# GOAL OF THE EXERCISE
Below are the records; pull every line that includes "function".

.....

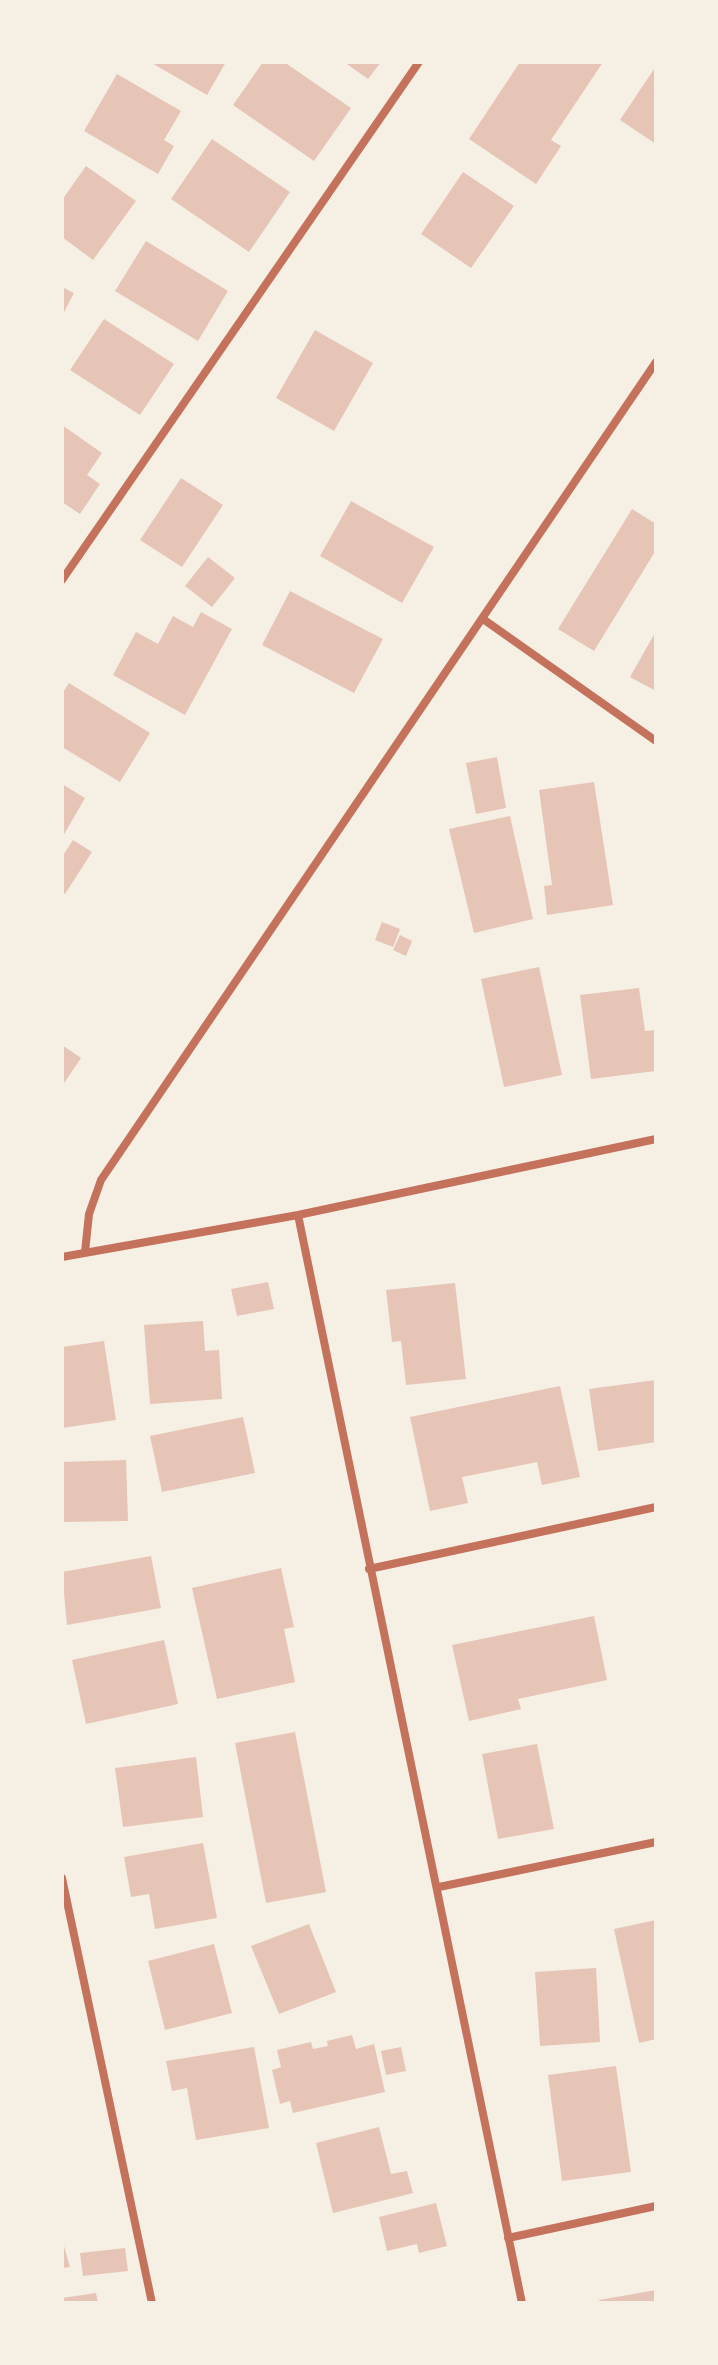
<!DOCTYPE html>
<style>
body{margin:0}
#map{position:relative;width:718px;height:2365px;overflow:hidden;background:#f6efe4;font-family:"Noto Serif",serif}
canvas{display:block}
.frame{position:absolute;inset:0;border:64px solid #f6efe4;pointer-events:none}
</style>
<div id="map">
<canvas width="718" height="2365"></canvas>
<div class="frame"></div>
</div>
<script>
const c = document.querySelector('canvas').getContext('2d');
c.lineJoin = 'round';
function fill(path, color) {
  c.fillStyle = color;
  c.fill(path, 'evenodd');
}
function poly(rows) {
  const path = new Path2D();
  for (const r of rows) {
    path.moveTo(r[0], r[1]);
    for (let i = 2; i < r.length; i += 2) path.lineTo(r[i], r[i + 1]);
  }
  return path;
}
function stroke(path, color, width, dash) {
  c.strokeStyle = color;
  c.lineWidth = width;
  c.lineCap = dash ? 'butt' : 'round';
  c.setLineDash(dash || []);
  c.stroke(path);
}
fill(poly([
 [150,62,226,62,207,95],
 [263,62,284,62,351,108,314,161,233,105],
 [344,62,381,62,368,79],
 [520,62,603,62,551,140,561,146,536,184,469,139],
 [656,66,656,144,620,120],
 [117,74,181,111,164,140,174,146,158,174,84,131],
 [212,139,290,192,249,252,171,199],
 [86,166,136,201,93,260,62,237,62,200],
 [463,172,514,206,471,268,421,234],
 [146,241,228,291,198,341,115,291],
 [62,287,74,293,62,316],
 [104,319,174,364,140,415,70,370],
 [315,330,373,363,334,431,276,398],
 [62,425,102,453,87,475,100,484,80,514,62,502],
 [181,478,223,505,182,567,140,540],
 [351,501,434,547,402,603,320,556],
 [632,509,656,524,656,550,594,651,558,629],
 [208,557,235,578,212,607,185,586],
 [290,591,383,639,354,693,262,645],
 [201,612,232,629,185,715,113,675,136,632,158,644,173,616,193,627],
 [656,631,656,691,630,677],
 [69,683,150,733,120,782,62,747,62,694],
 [497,757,506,808,476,814,466,763],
 [594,782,613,905,547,915,544,886,552,885,539,790],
 [62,784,85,798,62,838],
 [510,816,533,919,474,933,449,829],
 [73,840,92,852,65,894,62,892,62,857],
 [382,922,400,929,393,947,375,940],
 [400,935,412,941,406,956,393,950],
 [539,967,562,1075,504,1087,481,979],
 [639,988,645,1031,656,1030,656,1071,591,1079,580,995],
 [62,1045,81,1058,62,1086],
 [268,1282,274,1309,237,1316,231,1289],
 [455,1283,466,1379,406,1385,401,1341,392,1342,386,1290],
 [203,1321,205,1351,219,1350,222,1399,150,1404,144,1325],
 [104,1341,116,1420,62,1428,62,1347],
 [656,1380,656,1442,598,1451,589,1389],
 [560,1386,580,1477,542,1485,537,1462,462,1477,468,1503,430,1511,410,1417],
 [243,1417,255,1473,162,1492,150,1436],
 [126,1460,128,1521,62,1522,62,1462],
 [151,1556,161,1608,67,1625,62,1572],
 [281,1568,294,1627,284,1629,295,1682,217,1699,192,1588],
 [594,1616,607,1680,518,1699,521,1709,469,1721,452,1645],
 [164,1640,178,1704,86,1724,72,1660],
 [295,1732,326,1892,266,1903,235,1743],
 [537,1744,554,1829,498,1839,482,1754],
 [196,1757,203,1817,123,1827,115,1768],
 [203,1843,217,1918,155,1929,149,1894,131,1897,124,1857],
 [656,1920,656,2039,639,2043,614,1929],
 [309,1924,336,1992,279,2014,251,1946],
 [214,1944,232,2013,165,2030,148,1961],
 [596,1968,600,2042,540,2046,535,1972],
 [352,2035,356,2049,374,2044,385,2092,293,2113,290,2101,280,2104,272,2070,281,2067,277,2050,311,2042,313,2049,328,2046,327,2041],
 [254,2047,269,2128,196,2140,187,2088,172,2091,166,2061],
 [401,2047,406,2071,386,2075,381,2051],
 [616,2066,631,2172,562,2181,548,2075],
 [379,2127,391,2174,407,2171,413,2193,333,2213,316,2143],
 [436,2203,447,2246,419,2253,417,2244,387,2251,379,2217],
 [62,2239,70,2267,62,2268],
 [125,2248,128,2271,83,2276,80,2253],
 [656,2290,656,2303,600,2303,599,2300],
 [96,2293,98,2303,62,2303,62,2298]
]), '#e6c5b7');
stroke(poly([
 [62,580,419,62],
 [483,619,656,741],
 [298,1215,522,2303],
 [85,1252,89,1214,101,1180,656,362],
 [62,1257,298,1215,656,1139],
 [369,1569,656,1507],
 [62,1878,152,2303],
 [439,1887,656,1842],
 [508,2238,656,2206]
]), '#c5725c', 8);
</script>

.....

# SOLUTION TO THIS EXERCISE
function fill(path, color) {
function poly(rows) {
function stroke(path, color, width, dash) {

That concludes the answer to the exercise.